Problem statement →
The whole of the data is to be reproduced exactly.

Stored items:
•••

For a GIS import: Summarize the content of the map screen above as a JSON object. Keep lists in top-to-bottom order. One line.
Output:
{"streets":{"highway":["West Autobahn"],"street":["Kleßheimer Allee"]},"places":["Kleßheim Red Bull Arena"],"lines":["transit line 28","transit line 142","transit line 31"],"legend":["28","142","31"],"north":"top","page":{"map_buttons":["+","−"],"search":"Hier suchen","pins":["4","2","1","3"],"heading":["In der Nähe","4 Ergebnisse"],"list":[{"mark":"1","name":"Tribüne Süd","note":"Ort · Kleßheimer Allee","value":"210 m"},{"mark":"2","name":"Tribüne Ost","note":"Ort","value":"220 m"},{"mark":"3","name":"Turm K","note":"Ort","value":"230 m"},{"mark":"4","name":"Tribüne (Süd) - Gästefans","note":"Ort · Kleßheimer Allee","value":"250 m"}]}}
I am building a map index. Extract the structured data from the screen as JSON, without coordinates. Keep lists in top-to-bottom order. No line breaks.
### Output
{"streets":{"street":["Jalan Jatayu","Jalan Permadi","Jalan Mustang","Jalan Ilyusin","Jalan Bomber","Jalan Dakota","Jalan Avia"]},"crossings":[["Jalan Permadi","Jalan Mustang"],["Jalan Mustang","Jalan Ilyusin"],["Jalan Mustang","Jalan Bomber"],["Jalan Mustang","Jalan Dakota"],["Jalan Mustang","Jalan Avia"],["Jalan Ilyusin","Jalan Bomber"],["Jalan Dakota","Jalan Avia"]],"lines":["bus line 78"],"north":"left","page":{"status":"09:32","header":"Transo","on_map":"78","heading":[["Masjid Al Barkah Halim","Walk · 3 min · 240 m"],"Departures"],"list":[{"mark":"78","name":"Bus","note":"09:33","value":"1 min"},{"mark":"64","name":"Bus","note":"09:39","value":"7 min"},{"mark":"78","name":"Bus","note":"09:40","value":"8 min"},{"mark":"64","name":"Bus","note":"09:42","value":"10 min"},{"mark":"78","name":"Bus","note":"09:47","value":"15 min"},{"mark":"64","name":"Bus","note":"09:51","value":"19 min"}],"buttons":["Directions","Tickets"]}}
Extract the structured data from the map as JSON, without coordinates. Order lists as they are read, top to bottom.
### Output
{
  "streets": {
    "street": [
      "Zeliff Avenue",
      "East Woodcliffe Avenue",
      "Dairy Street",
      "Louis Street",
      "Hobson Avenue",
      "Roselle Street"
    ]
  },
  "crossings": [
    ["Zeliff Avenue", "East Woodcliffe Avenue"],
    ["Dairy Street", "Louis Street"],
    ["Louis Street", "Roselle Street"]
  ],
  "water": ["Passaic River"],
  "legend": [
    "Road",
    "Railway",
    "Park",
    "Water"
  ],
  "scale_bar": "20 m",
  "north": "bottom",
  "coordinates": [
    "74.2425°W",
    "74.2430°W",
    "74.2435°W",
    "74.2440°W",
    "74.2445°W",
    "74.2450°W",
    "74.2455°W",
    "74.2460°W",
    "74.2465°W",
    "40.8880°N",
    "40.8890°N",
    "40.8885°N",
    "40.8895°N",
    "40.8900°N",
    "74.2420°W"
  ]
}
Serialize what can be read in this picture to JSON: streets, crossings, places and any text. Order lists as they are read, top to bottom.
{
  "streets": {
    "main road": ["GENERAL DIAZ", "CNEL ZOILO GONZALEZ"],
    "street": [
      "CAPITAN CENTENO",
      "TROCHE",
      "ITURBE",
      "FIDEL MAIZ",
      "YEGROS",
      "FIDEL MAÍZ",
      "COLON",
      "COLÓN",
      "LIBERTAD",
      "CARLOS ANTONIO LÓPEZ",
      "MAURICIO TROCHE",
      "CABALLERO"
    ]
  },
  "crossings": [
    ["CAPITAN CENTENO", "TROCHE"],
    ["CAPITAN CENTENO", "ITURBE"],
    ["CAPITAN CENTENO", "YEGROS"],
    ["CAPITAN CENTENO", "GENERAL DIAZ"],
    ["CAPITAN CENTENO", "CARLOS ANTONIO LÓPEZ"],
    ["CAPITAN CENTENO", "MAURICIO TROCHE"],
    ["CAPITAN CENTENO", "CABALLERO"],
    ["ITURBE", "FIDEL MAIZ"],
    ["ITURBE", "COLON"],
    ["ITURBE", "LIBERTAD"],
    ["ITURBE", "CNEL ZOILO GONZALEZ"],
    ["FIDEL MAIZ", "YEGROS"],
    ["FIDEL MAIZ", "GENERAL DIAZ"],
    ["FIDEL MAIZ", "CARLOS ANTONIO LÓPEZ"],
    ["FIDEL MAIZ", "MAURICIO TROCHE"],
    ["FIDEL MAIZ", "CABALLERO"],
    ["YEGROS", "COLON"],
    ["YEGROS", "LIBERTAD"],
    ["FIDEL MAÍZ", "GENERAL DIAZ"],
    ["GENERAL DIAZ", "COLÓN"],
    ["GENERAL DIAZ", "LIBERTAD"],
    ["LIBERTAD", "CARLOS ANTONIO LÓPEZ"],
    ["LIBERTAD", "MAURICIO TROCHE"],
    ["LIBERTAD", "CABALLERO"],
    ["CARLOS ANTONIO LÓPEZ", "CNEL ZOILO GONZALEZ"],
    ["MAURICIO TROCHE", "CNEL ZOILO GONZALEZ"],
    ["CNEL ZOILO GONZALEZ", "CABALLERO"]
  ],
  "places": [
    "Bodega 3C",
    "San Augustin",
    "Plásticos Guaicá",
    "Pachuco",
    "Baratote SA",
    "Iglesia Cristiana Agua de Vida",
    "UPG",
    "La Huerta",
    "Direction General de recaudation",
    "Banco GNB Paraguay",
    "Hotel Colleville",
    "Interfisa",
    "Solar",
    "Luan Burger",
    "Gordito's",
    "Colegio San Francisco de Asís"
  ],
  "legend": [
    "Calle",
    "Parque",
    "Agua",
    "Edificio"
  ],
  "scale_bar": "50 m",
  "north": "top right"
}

•••

Answer below →
For a GIS import: Summarize the content of the map screen above as a JSON object. Keep lists in top-to-bottom order. One line.
Output:
{"streets":{"highway":["West Autobahn"],"street":["Kleßheimer Allee"]},"places":["Kleßheim Red Bull Arena"],"lines":["transit line 28","transit line 142","transit line 31"],"legend":["28","142","31"],"north":"top","page":{"map_buttons":["+","−"],"search":"Hier suchen","pins":["4","2","1","3"],"heading":["In der Nähe","4 Ergebnisse"],"list":[{"mark":"1","name":"Tribüne Süd","note":"Ort · Kleßheimer Allee","value":"210 m"},{"mark":"2","name":"Tribüne Ost","note":"Ort","value":"220 m"},{"mark":"3","name":"Turm K","note":"Ort","value":"230 m"},{"mark":"4","name":"Tribüne (Süd) - Gästefans","note":"Ort · Kleßheimer Allee","value":"250 m"}]}}
I am building a map index. Extract the structured data from the screen as JSON, without coordinates. Keep lists in top-to-bottom order. No line breaks.
### Output
{"streets":{"street":["Jalan Jatayu","Jalan Permadi","Jalan Mustang","Jalan Ilyusin","Jalan Bomber","Jalan Dakota","Jalan Avia"]},"crossings":[["Jalan Permadi","Jalan Mustang"],["Jalan Mustang","Jalan Ilyusin"],["Jalan Mustang","Jalan Bomber"],["Jalan Mustang","Jalan Dakota"],["Jalan Mustang","Jalan Avia"],["Jalan Ilyusin","Jalan Bomber"],["Jalan Dakota","Jalan Avia"]],"lines":["bus line 78"],"north":"left","page":{"status":"09:32","header":"Transo","on_map":"78","heading":[["Masjid Al Barkah Halim","Walk · 3 min · 240 m"],"Departures"],"list":[{"mark":"78","name":"Bus","note":"09:33","value":"1 min"},{"mark":"64","name":"Bus","note":"09:39","value":"7 min"},{"mark":"78","name":"Bus","note":"09:40","value":"8 min"},{"mark":"64","name":"Bus","note":"09:42","value":"10 min"},{"mark":"78","name":"Bus","note":"09:47","value":"15 min"},{"mark":"64","name":"Bus","note":"09:51","value":"19 min"}],"buttons":["Directions","Tickets"]}}
Extract the structured data from the map as JSON, without coordinates. Order lists as they are read, top to bottom.
### Output
{
  "streets": {
    "street": [
      "Zeliff Avenue",
      "East Woodcliffe Avenue",
      "Dairy Street",
      "Louis Street",
      "Hobson Avenue",
      "Roselle Street"
    ]
  },
  "crossings": [
    ["Zeliff Avenue", "East Woodcliffe Avenue"],
    ["Dairy Street", "Louis Street"],
    ["Louis Street", "Roselle Street"]
  ],
  "water": ["Passaic River"],
  "legend": [
    "Road",
    "Railway",
    "Park",
    "Water"
  ],
  "scale_bar": "20 m",
  "north": "bottom",
  "coordinates": [
    "74.2425°W",
    "74.2430°W",
    "74.2435°W",
    "74.2440°W",
    "74.2445°W",
    "74.2450°W",
    "74.2455°W",
    "74.2460°W",
    "74.2465°W",
    "40.8880°N",
    "40.8890°N",
    "40.8885°N",
    "40.8895°N",
    "40.8900°N",
    "74.2420°W"
  ]
}
Serialize what can be read in this picture to JSON: streets, crossings, places and any text. Order lists as they are read, top to bottom.
{
  "streets": {
    "main road": ["GENERAL DIAZ", "CNEL ZOILO GONZALEZ"],
    "street": [
      "CAPITAN CENTENO",
      "TROCHE",
      "ITURBE",
      "FIDEL MAIZ",
      "YEGROS",
      "FIDEL MAÍZ",
      "COLON",
      "COLÓN",
      "LIBERTAD",
      "CARLOS ANTONIO LÓPEZ",
      "MAURICIO TROCHE",
      "CABALLERO"
    ]
  },
  "crossings": [
    ["CAPITAN CENTENO", "TROCHE"],
    ["CAPITAN CENTENO", "ITURBE"],
    ["CAPITAN CENTENO", "YEGROS"],
    ["CAPITAN CENTENO", "GENERAL DIAZ"],
    ["CAPITAN CENTENO", "CARLOS ANTONIO LÓPEZ"],
    ["CAPITAN CENTENO", "MAURICIO TROCHE"],
    ["CAPITAN CENTENO", "CABALLERO"],
    ["ITURBE", "FIDEL MAIZ"],
    ["ITURBE", "COLON"],
    ["ITURBE", "LIBERTAD"],
    ["ITURBE", "CNEL ZOILO GONZALEZ"],
    ["FIDEL MAIZ", "YEGROS"],
    ["FIDEL MAIZ", "GENERAL DIAZ"],
    ["FIDEL MAIZ", "CARLOS ANTONIO LÓPEZ"],
    ["FIDEL MAIZ", "MAURICIO TROCHE"],
    ["FIDEL MAIZ", "CABALLERO"],
    ["YEGROS", "COLON"],
    ["YEGROS", "LIBERTAD"],
    ["FIDEL MAÍZ", "GENERAL DIAZ"],
    ["GENERAL DIAZ", "COLÓN"],
    ["GENERAL DIAZ", "LIBERTAD"],
    ["LIBERTAD", "CARLOS ANTONIO LÓPEZ"],
    ["LIBERTAD", "MAURICIO TROCHE"],
    ["LIBERTAD", "CABALLERO"],
    ["CARLOS ANTONIO LÓPEZ", "CNEL ZOILO GONZALEZ"],
    ["MAURICIO TROCHE", "CNEL ZOILO GONZALEZ"],
    ["CNEL ZOILO GONZALEZ", "CABALLERO"]
  ],
  "places": [
    "Bodega 3C",
    "San Augustin",
    "Plásticos Guaicá",
    "Pachuco",
    "Baratote SA",
    "Iglesia Cristiana Agua de Vida",
    "UPG",
    "La Huerta",
    "Direction General de recaudation",
    "Banco GNB Paraguay",
    "Hotel Colleville",
    "Interfisa",
    "Solar",
    "Luan Burger",
    "Gordito's",
    "Colegio San Francisco de Asís"
  ],
  "legend": [
    "Calle",
    "Parque",
    "Agua",
    "Edificio"
  ],
  "scale_bar": "50 m",
  "north": "top right"
}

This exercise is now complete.